──────── DATA LISTING

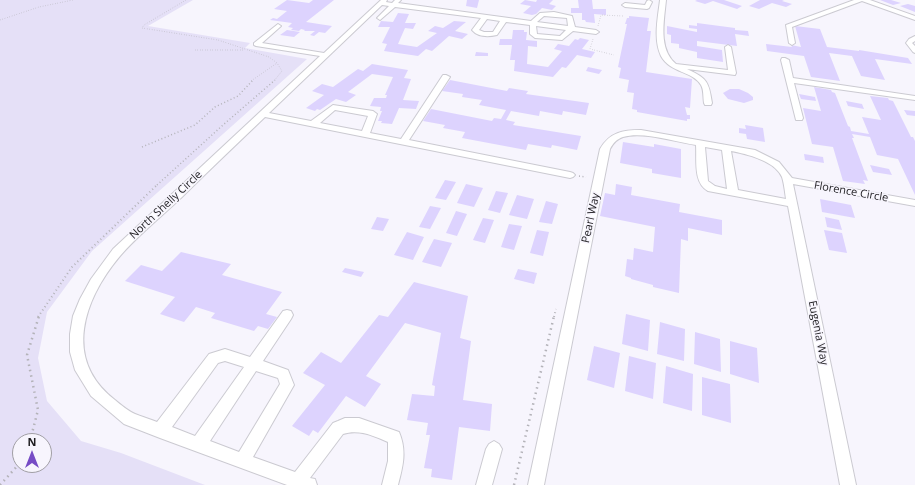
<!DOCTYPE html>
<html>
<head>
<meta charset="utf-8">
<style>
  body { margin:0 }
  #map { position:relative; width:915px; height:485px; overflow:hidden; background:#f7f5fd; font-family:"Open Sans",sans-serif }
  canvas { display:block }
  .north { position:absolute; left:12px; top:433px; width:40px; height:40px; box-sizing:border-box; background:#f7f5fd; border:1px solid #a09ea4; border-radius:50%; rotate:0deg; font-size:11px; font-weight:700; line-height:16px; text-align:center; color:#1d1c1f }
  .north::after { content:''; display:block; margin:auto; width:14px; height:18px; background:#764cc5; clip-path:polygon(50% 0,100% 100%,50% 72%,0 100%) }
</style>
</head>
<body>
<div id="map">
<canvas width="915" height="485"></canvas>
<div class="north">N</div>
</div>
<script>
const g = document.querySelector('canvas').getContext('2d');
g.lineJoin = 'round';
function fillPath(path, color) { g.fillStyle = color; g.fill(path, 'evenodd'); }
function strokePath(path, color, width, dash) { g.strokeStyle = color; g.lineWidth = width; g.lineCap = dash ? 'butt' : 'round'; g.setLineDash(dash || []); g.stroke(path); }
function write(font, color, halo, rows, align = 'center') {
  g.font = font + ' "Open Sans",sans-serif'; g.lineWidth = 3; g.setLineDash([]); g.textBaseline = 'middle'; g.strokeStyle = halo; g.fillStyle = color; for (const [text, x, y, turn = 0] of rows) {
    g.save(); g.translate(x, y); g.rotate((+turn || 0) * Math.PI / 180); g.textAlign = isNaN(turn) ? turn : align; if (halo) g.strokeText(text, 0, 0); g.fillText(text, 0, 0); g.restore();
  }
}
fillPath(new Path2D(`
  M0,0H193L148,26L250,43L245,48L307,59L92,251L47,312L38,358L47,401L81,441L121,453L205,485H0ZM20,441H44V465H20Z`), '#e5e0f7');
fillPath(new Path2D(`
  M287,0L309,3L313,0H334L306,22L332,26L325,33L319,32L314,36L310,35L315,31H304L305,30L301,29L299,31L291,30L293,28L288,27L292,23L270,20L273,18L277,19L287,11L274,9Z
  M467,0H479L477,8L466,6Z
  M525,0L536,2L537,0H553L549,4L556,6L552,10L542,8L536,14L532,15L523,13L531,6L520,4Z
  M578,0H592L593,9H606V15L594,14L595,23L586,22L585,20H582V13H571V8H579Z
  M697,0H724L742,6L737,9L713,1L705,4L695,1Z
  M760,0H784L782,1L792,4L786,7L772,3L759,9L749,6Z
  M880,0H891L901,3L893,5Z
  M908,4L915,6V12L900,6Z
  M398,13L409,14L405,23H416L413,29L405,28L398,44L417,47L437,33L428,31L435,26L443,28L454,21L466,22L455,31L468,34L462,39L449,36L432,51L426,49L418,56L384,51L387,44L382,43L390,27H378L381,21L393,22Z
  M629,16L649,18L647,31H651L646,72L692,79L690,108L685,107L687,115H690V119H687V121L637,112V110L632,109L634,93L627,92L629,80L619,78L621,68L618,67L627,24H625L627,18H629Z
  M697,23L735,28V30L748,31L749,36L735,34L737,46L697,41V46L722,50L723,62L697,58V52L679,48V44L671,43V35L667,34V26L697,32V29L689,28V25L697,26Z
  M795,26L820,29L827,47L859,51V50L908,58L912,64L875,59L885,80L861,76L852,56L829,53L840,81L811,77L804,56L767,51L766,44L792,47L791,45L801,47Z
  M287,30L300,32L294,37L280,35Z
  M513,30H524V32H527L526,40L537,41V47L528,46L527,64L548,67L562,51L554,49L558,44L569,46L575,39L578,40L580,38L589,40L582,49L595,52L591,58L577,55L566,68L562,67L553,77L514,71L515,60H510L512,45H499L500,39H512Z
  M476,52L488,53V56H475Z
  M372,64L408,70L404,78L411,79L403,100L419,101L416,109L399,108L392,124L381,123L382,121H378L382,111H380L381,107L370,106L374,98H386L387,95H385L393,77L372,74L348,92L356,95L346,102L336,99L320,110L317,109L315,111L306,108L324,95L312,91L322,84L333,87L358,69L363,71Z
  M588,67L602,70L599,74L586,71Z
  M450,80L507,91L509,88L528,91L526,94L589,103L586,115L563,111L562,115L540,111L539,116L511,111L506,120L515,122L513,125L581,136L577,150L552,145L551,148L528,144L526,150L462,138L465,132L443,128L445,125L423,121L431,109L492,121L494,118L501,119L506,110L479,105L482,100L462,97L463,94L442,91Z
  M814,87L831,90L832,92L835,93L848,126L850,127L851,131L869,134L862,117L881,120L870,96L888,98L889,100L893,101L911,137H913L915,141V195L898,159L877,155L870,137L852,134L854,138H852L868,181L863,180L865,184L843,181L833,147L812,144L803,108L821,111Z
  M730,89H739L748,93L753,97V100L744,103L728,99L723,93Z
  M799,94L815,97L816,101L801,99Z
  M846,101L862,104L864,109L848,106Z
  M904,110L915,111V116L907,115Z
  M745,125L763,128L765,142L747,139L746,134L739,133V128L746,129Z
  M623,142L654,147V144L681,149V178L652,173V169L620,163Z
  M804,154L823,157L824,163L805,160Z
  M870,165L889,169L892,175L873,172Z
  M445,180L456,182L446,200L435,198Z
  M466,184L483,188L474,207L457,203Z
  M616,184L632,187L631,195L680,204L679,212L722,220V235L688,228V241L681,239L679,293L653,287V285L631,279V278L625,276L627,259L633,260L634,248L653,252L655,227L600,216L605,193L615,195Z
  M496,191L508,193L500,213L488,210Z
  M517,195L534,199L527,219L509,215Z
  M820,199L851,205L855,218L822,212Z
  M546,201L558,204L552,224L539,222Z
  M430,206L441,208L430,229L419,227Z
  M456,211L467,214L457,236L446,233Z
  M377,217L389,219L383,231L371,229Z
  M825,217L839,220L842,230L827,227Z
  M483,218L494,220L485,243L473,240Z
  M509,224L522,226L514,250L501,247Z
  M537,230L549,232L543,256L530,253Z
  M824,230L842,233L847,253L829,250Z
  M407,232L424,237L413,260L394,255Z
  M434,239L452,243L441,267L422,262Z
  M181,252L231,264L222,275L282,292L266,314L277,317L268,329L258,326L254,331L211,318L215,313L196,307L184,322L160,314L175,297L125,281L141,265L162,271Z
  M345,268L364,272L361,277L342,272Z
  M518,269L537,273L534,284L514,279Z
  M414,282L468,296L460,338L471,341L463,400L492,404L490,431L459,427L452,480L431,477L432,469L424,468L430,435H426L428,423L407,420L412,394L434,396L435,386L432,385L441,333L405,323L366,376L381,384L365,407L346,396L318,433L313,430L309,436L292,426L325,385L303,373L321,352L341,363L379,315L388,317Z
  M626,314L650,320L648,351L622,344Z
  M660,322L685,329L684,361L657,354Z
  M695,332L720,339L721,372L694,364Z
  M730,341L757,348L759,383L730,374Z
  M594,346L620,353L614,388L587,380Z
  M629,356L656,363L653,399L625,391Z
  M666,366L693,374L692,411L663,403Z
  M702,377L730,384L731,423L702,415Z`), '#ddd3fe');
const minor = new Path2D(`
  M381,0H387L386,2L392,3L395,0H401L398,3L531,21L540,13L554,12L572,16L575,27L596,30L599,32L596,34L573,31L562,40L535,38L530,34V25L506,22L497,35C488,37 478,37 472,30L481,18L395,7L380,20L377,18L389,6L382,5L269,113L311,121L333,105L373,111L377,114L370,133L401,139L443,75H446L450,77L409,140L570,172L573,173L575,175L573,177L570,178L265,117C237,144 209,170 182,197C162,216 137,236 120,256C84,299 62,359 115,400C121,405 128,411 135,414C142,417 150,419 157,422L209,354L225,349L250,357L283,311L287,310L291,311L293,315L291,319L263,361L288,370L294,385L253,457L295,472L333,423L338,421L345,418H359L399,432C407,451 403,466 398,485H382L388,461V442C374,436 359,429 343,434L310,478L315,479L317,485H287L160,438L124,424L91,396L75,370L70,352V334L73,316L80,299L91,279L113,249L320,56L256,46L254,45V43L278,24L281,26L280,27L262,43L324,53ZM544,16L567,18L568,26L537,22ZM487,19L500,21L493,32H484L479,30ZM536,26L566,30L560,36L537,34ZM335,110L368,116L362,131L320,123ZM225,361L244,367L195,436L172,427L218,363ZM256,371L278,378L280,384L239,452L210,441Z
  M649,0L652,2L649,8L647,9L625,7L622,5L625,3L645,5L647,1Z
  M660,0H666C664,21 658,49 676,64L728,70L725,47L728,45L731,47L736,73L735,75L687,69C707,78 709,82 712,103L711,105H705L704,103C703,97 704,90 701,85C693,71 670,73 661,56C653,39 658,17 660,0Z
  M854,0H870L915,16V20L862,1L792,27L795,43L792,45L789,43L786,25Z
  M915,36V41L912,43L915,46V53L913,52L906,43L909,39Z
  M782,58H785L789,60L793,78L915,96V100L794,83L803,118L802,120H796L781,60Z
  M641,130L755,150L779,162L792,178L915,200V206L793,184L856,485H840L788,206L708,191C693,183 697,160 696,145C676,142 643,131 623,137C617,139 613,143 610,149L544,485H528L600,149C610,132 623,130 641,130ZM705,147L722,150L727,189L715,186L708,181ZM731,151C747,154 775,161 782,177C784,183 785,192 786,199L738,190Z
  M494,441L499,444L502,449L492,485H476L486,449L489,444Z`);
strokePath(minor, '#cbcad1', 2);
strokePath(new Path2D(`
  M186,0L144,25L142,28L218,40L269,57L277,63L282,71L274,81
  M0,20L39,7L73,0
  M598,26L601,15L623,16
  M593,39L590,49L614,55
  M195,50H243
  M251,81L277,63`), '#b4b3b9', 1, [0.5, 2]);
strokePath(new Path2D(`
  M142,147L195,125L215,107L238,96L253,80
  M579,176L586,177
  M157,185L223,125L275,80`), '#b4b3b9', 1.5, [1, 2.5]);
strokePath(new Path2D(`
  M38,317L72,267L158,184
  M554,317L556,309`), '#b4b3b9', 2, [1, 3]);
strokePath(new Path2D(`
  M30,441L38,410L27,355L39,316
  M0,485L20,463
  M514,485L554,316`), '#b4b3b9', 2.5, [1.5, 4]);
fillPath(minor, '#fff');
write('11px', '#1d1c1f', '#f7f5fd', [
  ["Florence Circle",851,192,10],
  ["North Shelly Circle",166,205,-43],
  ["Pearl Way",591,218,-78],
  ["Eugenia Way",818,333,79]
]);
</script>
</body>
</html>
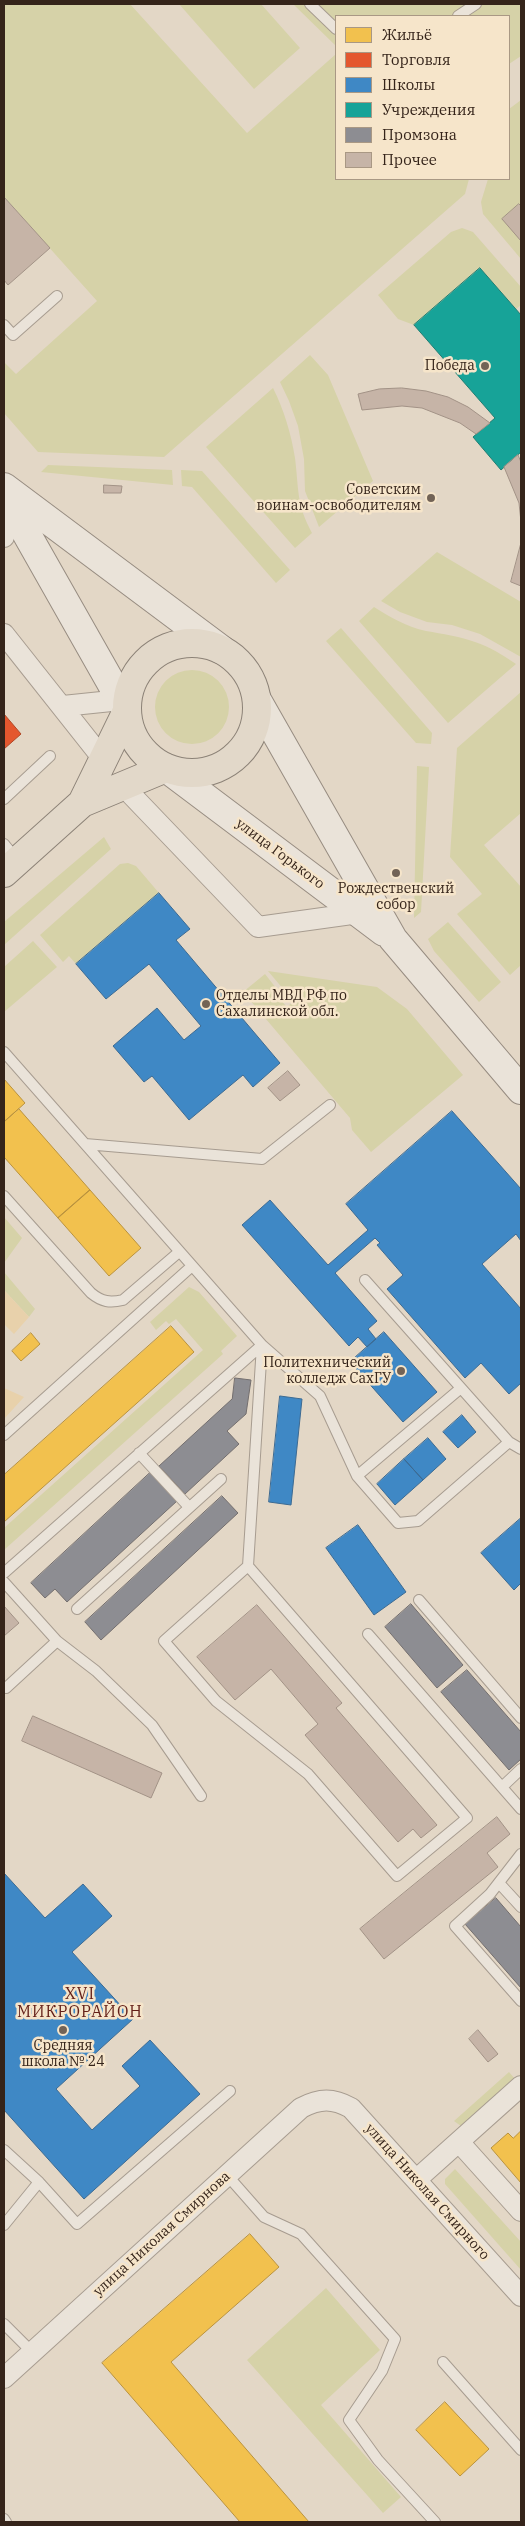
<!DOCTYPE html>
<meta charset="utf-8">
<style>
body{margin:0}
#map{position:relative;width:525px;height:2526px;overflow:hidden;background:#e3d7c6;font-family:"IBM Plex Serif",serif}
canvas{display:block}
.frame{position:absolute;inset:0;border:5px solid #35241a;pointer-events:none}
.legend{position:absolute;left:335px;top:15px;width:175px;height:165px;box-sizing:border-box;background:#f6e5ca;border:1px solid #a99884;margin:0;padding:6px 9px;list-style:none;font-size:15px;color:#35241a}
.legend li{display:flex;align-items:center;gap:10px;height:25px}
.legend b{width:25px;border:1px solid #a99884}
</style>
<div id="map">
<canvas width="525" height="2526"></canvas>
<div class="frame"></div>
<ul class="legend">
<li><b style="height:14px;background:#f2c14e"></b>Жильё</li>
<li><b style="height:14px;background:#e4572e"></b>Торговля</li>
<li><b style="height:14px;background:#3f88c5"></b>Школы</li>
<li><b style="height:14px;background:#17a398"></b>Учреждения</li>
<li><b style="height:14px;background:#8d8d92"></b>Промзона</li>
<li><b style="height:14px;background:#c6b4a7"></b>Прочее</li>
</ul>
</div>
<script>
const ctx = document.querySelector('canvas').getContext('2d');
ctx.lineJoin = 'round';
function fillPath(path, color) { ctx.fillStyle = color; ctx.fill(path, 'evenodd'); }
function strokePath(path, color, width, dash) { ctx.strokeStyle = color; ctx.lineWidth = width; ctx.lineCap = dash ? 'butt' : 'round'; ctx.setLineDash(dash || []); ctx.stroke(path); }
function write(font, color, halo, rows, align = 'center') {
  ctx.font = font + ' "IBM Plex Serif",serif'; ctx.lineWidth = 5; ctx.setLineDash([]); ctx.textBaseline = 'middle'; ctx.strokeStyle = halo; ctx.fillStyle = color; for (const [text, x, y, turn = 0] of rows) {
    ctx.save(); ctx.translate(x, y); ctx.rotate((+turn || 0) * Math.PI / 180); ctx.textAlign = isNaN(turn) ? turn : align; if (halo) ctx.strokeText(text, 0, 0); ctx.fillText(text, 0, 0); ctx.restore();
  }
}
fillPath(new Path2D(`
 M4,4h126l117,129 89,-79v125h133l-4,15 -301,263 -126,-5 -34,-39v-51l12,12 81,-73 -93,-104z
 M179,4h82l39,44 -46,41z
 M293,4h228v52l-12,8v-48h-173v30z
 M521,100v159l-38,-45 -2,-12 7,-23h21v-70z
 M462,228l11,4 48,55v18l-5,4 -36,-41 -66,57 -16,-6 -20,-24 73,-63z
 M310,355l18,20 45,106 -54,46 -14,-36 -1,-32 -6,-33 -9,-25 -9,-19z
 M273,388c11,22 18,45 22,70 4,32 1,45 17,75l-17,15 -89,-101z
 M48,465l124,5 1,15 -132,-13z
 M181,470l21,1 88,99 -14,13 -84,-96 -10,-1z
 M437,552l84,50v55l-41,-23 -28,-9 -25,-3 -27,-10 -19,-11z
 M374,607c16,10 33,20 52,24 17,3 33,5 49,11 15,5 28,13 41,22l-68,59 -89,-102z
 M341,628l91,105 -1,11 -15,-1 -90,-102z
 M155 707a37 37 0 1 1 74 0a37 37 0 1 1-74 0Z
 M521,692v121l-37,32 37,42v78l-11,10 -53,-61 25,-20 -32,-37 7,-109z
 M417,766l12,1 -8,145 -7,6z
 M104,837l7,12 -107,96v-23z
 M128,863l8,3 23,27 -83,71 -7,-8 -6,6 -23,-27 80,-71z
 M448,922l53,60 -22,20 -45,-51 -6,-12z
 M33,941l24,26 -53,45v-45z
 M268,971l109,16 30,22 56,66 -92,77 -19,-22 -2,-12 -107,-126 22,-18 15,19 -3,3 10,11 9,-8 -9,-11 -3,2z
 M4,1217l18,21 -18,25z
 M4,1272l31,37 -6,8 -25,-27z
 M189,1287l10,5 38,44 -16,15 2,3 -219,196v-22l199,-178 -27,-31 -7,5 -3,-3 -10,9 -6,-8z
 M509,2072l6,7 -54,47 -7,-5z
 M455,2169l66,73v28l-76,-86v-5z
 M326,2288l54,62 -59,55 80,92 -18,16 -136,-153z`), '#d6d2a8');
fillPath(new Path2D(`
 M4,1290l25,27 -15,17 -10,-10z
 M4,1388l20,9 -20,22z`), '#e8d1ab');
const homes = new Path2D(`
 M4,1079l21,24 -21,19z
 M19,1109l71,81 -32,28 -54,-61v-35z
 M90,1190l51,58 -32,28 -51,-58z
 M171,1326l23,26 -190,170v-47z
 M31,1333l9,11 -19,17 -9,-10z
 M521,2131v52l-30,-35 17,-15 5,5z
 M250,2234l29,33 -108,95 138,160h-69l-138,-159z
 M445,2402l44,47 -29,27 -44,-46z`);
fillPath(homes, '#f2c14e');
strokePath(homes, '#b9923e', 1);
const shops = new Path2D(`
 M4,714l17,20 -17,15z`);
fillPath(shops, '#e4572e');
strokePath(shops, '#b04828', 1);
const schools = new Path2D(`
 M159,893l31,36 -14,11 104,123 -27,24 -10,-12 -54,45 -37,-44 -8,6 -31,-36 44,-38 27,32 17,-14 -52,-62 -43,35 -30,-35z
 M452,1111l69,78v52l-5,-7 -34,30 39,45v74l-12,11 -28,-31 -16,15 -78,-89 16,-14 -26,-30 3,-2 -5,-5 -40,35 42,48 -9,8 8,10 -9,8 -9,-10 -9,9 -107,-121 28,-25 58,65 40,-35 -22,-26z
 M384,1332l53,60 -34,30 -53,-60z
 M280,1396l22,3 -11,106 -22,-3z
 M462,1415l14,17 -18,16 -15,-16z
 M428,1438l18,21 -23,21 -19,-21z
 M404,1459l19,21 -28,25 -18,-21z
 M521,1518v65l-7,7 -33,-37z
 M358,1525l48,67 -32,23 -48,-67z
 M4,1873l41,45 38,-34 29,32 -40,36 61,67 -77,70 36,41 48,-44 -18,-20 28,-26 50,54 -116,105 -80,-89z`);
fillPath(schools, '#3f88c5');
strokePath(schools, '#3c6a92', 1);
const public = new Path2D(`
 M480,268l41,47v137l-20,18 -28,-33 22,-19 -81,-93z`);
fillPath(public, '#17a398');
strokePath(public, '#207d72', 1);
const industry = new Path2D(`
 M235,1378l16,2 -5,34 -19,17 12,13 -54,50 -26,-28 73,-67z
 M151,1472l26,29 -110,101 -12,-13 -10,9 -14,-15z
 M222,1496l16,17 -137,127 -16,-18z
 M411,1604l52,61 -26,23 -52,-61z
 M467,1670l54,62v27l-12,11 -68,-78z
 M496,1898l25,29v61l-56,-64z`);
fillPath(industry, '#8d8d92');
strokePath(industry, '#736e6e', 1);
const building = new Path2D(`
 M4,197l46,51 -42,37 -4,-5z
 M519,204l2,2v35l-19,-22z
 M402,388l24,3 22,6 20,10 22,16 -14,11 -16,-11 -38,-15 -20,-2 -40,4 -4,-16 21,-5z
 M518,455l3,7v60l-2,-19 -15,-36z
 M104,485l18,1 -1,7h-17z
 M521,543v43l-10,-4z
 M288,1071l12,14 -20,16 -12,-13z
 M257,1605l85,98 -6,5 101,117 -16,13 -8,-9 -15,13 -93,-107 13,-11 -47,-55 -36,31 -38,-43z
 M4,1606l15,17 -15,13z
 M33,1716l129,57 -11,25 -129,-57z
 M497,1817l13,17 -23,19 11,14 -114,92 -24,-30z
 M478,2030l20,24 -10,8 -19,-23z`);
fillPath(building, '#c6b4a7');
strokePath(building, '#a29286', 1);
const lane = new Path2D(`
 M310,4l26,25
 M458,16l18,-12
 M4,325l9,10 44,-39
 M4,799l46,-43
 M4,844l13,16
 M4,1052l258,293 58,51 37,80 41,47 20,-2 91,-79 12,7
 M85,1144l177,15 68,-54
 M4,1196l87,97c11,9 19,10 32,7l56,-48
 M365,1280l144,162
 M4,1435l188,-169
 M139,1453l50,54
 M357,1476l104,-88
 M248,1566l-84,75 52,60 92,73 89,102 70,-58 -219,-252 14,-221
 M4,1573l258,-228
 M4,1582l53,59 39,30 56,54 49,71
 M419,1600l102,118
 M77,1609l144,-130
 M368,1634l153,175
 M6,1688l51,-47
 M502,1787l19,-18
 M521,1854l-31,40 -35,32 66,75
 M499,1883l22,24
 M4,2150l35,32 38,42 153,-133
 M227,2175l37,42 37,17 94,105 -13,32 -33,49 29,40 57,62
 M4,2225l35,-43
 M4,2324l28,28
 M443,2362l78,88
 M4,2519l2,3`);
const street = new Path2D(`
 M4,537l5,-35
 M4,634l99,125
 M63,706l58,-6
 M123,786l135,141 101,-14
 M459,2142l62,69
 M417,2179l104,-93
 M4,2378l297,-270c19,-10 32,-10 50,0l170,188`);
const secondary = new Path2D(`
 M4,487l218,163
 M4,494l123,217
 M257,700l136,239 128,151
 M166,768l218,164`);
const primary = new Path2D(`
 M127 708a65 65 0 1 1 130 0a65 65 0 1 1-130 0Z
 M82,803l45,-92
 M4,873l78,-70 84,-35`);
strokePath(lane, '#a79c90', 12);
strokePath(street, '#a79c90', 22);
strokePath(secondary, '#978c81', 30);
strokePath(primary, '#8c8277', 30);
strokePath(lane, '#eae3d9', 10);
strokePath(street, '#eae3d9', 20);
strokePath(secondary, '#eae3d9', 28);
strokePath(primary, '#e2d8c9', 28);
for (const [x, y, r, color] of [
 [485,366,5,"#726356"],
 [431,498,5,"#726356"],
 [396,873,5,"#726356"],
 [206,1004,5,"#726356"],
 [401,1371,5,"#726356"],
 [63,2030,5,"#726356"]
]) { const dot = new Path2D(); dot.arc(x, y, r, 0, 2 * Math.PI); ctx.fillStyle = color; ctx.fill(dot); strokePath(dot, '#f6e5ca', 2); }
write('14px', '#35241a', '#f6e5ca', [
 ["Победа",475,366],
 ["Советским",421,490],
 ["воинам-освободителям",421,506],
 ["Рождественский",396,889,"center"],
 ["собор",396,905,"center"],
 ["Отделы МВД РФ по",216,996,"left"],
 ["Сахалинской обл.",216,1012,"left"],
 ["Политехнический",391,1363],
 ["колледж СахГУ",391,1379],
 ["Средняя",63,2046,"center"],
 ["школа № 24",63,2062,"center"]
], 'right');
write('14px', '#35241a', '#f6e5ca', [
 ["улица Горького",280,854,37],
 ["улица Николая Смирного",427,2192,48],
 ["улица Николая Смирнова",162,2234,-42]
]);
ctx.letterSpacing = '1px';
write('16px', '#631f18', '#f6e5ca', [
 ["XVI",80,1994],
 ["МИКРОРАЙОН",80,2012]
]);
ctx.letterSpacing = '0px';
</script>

────────────────

WHAT YOU HAVE TO DO: Could the lines from the first entry through the line that contains "g.lineJoin = 'round';" be copied exactly, with all pictures left out?

RESULT BELOW:
<!DOCTYPE html>
<html>
<head>
<meta charset="utf-8">
<style>
  body { margin:0 }
  #map { position:relative; width:915px; height:485px; overflow:hidden; background:#f7f5fd; font-family:"Open Sans",sans-serif }
  canvas { display:block }
  .north { position:absolute; left:12px; top:433px; width:40px; height:40px; box-sizing:border-box; background:#f7f5fd; border:1px solid #a09ea4; border-radius:50%; rotate:0deg; font-size:11px; font-weight:700; line-height:16px; text-align:center; color:#1d1c1f }
  .north::after { content:''; display:block; margin:auto; width:14px; height:18px; background:#764cc5; clip-path:polygon(50% 0,100% 100%,50% 72%,0 100%) }
</style>
</head>
<body>
<div id="map">
<canvas width="915" height="485"></canvas>
<div class="north">N</div>
</div>
<script>
const g = document.querySelector('canvas').getContext('2d');
g.lineJoin = 'round';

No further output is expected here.